PyTorch WaveNet implementation complications

Anonimouz · April 14, 2021, 3:20pm

Currently, we are a group doing a project about implementing WaveNet in a Tacotron2 → WaveNet → ASR (Given by firm) for midterm project. We are all novices to PyTorch, but recommended to try this library for constructing our WaveNet. We have a problem with the padding and the F.cross_entropy problem for a given .wav-file.

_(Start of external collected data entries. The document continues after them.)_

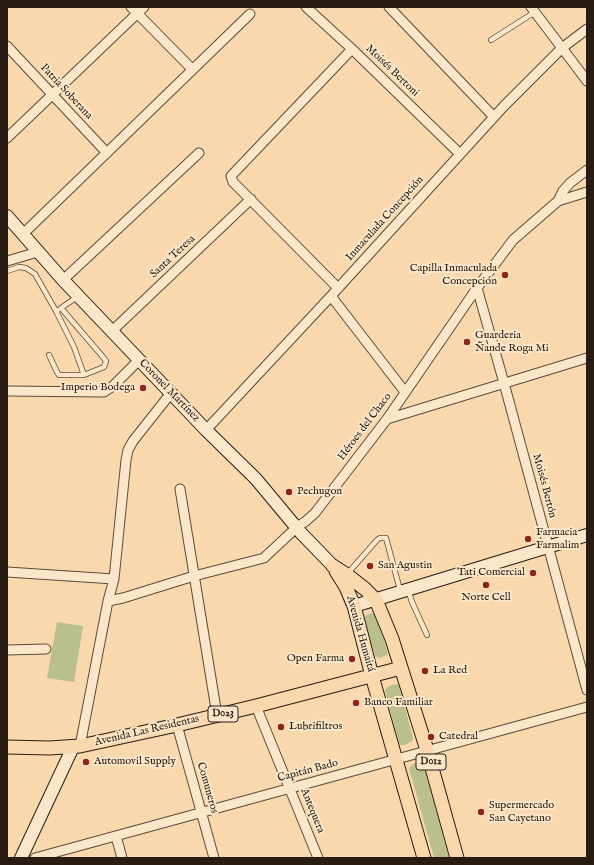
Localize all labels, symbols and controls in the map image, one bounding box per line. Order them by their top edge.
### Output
street label: Moisés Bertoni [363,42,421,100]
street label: Patria Soberana [37,62,95,122]
street label: Inmaculada Concepción [343,174,427,264]
street label: Santa Teresa [148,233,198,281]
place label: Capilla Inmaculada Concepción [410,262,497,288]
marker: Capilla Inmaculada Concepción [500,270,510,280]
place label: Guarderia Ñande Roga Mi [475,329,549,355]
marker: Guarderia Ñande Roga Mi [462,337,472,347]
street label: Coronel Martínez [136,357,202,425]
place label: Imperio Bodega [61,381,135,395]
marker: Imperio Bodega [138,383,148,393]
street label: Héroes del Chaco [335,391,395,463]
street label: Moisés Bertón [529,452,559,520]
place label: Pechugon [297,485,342,499]
marker: Pechugon [284,487,294,497]
place label: Farmacia Farmalim [536,526,579,552]
marker: Farmacia Farmalim [523,534,533,544]
place label: San Agustin [378,559,432,573]
marker: San Agustin [365,561,375,571]
place label: Tati Comercial [457,566,525,580]
marker: Tati Comercial [528,568,538,578]
marker: Norte Cell [481,580,491,590]
place label: Norte Cell [461,591,511,605]
street label: Avenida Humaitá [343,594,377,674]
place label: Open Farma [287,652,344,666]
marker: Open Farma [347,654,357,664]
place label: La Red [433,664,467,678]
marker: La Red [420,666,430,676]
place label: Banco Familiar [364,696,433,710]
marker: Banco Familiar [351,698,361,708]
road number: D023 [208,706,238,722]
street label: Avenida Las Residentas [93,713,201,749]
place label: Lubrifiltros [289,720,342,734]
marker: Lubrifiltros [276,722,286,732]
place label: Catedral [439,730,478,744]
marker: Catedral [426,732,436,742]
road number: D012 [416,754,446,770]
place label: Automovil Supply [94,755,176,769]
marker: Automovil Supply [81,757,91,767]
street label: Capitán Bado [276,757,340,785]
street label: Comuneros [193,761,221,815]
street label: Antequera [297,787,327,835]
place label: Supermercado San Cayetano [489,799,554,825]
marker: Supermercado San Cayetano [476,807,486,817]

The main issue is when we compute the loss function. Our output (from WaveNet) is a tensor of shape:

output = tensor([1, 256, 225332]) # [batch_size, sample_size, audio_length] 
input = tensor([1, 256, 225360])

There is a problem here, and from what I can see and talk to my supervisor about it is padding the input of the WaveNet. (Cross_entropy wants (N, C) as input and (N) as target, from what I gather, and the dimensions are wrong)
He said “use ‘same’ padding”, but that is currently only operable in TF/Keras as far as I know. We’ve tried to read across multiple posts, but since we’re novices, we can’t seem to figure it out. Any help is appreciated.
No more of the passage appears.